WHAT YOU HAVE TO DO: Filter the entries down to the lines containing "interface", and copy those lines.

══════════════════════════════

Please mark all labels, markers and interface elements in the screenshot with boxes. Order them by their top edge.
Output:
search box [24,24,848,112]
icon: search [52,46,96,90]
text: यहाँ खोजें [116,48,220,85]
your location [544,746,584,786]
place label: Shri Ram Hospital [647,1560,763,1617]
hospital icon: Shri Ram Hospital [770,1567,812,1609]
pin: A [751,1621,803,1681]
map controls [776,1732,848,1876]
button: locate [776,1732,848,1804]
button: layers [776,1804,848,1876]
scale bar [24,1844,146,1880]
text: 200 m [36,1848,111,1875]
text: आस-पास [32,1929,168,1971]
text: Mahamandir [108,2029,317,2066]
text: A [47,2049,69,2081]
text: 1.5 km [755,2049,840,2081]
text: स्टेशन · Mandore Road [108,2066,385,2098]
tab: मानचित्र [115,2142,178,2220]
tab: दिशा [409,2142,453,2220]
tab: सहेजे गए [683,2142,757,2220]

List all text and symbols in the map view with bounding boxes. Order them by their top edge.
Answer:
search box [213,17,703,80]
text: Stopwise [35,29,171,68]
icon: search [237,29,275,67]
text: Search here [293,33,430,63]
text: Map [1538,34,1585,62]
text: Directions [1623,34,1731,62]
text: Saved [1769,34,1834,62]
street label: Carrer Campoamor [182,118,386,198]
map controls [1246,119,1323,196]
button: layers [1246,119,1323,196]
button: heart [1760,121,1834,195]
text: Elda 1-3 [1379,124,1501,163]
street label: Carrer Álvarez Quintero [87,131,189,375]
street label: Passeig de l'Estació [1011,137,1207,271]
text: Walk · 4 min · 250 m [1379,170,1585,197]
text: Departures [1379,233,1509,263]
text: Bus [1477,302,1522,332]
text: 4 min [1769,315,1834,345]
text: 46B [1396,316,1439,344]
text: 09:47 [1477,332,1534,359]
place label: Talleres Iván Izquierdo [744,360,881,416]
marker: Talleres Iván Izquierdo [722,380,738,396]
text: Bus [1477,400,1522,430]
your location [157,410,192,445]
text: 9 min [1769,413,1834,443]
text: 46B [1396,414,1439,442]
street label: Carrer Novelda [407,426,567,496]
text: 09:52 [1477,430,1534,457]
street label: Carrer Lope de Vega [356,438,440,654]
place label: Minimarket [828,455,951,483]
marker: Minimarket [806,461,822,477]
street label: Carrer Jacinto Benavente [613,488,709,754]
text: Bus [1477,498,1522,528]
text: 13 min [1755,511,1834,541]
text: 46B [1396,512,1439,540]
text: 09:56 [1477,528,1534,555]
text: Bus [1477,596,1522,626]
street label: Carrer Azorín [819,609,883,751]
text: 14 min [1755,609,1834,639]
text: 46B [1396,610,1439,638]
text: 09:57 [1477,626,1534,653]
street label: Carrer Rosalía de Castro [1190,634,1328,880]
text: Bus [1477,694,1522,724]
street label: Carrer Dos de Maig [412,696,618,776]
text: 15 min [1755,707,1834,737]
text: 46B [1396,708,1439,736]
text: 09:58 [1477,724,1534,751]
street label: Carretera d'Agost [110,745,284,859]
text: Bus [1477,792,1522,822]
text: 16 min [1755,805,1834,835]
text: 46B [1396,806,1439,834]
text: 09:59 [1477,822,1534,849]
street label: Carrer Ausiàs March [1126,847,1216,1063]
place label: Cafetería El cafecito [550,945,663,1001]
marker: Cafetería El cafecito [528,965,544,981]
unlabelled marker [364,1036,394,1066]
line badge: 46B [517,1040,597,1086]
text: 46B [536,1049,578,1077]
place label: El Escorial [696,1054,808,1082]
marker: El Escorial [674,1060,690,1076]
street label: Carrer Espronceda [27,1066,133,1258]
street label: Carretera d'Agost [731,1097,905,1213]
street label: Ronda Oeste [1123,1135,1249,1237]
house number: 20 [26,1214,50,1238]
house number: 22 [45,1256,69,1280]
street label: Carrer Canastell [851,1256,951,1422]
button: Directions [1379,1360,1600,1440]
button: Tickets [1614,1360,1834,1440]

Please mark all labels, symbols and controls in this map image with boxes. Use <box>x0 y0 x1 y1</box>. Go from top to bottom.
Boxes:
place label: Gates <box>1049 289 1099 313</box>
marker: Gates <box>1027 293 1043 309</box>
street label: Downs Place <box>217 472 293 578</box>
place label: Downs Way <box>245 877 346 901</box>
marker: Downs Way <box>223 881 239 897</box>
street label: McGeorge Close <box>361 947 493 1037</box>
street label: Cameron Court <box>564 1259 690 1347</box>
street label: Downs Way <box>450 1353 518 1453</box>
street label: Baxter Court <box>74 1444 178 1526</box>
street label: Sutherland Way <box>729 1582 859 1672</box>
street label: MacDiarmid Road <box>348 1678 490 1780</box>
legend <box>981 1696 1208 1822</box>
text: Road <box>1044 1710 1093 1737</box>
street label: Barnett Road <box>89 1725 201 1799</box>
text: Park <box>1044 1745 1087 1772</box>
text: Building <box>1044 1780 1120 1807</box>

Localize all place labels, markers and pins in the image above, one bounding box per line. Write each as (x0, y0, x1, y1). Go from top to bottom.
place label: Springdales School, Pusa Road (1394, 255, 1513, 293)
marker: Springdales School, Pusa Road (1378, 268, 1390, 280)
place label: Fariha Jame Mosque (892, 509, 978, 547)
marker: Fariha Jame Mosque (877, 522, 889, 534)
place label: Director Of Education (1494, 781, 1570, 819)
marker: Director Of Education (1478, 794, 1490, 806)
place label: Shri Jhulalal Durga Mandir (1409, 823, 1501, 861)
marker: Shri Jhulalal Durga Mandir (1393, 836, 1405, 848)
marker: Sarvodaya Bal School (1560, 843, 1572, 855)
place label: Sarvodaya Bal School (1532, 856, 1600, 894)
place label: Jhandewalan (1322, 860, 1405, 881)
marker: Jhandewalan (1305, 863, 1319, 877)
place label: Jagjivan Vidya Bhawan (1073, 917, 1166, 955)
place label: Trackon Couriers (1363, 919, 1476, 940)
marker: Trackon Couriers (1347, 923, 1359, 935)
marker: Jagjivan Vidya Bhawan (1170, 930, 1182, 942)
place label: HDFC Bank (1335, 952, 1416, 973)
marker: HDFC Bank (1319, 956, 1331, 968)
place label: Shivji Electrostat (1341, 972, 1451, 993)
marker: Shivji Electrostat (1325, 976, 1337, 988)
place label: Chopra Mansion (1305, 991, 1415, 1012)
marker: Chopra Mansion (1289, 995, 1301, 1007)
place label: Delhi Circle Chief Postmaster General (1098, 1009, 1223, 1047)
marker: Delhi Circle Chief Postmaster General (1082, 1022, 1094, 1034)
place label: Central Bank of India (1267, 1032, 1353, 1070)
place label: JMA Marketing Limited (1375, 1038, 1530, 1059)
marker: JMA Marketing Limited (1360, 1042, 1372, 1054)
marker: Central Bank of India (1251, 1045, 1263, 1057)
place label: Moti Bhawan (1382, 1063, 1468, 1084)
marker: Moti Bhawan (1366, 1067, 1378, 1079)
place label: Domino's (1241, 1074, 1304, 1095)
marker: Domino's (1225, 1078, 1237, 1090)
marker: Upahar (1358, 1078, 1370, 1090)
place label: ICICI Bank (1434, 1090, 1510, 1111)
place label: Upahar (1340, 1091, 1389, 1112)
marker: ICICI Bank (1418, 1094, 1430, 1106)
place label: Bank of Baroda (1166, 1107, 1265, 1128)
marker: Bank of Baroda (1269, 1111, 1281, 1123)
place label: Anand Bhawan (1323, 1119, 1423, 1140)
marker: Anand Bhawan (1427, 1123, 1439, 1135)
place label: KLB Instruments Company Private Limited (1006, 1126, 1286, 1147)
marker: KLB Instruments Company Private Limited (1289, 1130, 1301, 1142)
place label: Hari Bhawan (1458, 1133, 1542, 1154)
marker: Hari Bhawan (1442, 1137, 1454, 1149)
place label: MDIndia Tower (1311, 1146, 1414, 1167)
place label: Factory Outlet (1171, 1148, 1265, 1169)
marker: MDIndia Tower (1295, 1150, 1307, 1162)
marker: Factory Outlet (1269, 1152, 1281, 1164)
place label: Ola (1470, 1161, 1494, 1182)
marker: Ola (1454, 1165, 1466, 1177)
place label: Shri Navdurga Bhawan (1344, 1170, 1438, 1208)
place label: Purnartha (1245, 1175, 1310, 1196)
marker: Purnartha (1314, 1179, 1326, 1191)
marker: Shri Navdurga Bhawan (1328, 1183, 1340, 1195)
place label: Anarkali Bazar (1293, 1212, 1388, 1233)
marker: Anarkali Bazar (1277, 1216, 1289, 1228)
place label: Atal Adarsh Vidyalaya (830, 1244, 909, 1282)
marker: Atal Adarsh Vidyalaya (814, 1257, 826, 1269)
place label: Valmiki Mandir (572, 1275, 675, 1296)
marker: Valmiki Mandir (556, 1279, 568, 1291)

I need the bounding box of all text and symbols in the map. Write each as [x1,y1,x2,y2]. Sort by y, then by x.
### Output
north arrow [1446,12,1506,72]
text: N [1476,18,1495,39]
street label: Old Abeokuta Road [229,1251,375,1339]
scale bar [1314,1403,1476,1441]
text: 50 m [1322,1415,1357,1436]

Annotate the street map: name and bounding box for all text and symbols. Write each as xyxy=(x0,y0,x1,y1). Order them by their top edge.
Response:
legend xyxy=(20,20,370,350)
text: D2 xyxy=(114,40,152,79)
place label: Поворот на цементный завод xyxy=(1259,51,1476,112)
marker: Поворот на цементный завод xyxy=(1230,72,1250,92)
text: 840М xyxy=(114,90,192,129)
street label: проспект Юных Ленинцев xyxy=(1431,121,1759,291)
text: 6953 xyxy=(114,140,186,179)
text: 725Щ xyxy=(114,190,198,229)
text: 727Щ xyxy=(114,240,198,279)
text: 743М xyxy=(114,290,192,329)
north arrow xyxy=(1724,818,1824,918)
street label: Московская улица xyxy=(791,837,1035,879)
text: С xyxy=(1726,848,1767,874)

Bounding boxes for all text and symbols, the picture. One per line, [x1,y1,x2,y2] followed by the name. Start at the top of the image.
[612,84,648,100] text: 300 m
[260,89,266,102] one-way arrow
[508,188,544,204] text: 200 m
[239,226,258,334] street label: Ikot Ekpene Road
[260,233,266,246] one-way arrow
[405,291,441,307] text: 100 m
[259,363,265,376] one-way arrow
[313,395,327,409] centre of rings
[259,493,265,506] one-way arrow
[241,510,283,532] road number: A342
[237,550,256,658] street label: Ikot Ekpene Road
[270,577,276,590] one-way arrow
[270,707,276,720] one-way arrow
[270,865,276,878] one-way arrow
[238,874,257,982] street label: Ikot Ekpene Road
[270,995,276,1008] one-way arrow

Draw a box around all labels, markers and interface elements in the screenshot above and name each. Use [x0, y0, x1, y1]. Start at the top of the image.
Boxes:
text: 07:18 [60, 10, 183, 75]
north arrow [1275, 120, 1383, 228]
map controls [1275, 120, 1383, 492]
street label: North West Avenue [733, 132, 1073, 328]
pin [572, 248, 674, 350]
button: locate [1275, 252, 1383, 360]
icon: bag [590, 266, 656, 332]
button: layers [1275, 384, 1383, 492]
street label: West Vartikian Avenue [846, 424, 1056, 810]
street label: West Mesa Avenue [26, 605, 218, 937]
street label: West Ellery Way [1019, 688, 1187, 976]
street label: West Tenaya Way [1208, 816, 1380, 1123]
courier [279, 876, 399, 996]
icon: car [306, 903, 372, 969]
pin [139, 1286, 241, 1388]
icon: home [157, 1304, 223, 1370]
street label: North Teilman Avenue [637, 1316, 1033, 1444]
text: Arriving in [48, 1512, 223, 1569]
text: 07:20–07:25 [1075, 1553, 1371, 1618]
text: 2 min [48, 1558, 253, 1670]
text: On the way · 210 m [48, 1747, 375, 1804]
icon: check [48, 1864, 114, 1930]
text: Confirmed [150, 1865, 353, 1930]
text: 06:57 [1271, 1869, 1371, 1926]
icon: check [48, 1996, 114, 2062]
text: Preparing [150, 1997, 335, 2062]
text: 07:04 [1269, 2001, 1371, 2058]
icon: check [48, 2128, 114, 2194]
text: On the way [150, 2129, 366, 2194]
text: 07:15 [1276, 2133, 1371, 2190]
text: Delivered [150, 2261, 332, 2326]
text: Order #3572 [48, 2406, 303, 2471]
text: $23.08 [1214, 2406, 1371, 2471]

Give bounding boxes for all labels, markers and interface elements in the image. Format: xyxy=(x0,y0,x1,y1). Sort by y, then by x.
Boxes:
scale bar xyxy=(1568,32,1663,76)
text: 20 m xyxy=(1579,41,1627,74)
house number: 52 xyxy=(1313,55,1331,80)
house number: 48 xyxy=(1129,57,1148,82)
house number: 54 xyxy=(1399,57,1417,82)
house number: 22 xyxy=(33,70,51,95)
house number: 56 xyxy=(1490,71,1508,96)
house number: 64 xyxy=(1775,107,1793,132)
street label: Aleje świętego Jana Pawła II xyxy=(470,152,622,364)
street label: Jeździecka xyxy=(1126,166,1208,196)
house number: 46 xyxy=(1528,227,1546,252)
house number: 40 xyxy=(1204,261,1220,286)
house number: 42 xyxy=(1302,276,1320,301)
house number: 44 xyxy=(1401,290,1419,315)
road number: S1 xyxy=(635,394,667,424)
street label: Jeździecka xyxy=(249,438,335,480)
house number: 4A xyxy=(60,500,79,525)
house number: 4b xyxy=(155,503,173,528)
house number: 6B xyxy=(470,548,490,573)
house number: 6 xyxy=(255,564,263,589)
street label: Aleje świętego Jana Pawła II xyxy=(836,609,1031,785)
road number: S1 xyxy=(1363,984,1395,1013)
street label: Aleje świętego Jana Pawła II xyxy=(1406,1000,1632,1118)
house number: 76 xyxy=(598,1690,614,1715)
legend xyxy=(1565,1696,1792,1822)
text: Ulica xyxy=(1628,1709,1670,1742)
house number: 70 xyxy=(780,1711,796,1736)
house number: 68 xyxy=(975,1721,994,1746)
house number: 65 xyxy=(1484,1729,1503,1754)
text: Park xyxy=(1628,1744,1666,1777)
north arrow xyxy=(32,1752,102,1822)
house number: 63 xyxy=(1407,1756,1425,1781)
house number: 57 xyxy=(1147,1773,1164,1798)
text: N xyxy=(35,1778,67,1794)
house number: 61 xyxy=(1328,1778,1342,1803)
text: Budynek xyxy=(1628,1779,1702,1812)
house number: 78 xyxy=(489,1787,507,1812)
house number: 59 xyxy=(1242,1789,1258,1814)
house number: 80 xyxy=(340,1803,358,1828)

══════════════════════════════

THE ANSWER:
Please mark all labels, markers and interface elements in the screenshot with boxes. Order them by their top edge.
Draw a box around all labels, markers and interface elements in the screenshot above and name each. Use [x0, y0, x1, y1]. Start at the top of the image.
Give bounding boxes for all labels, markers and interface elements in the image. Format: xyxy=(x0,y0,x1,y1). Sort by y, then by x.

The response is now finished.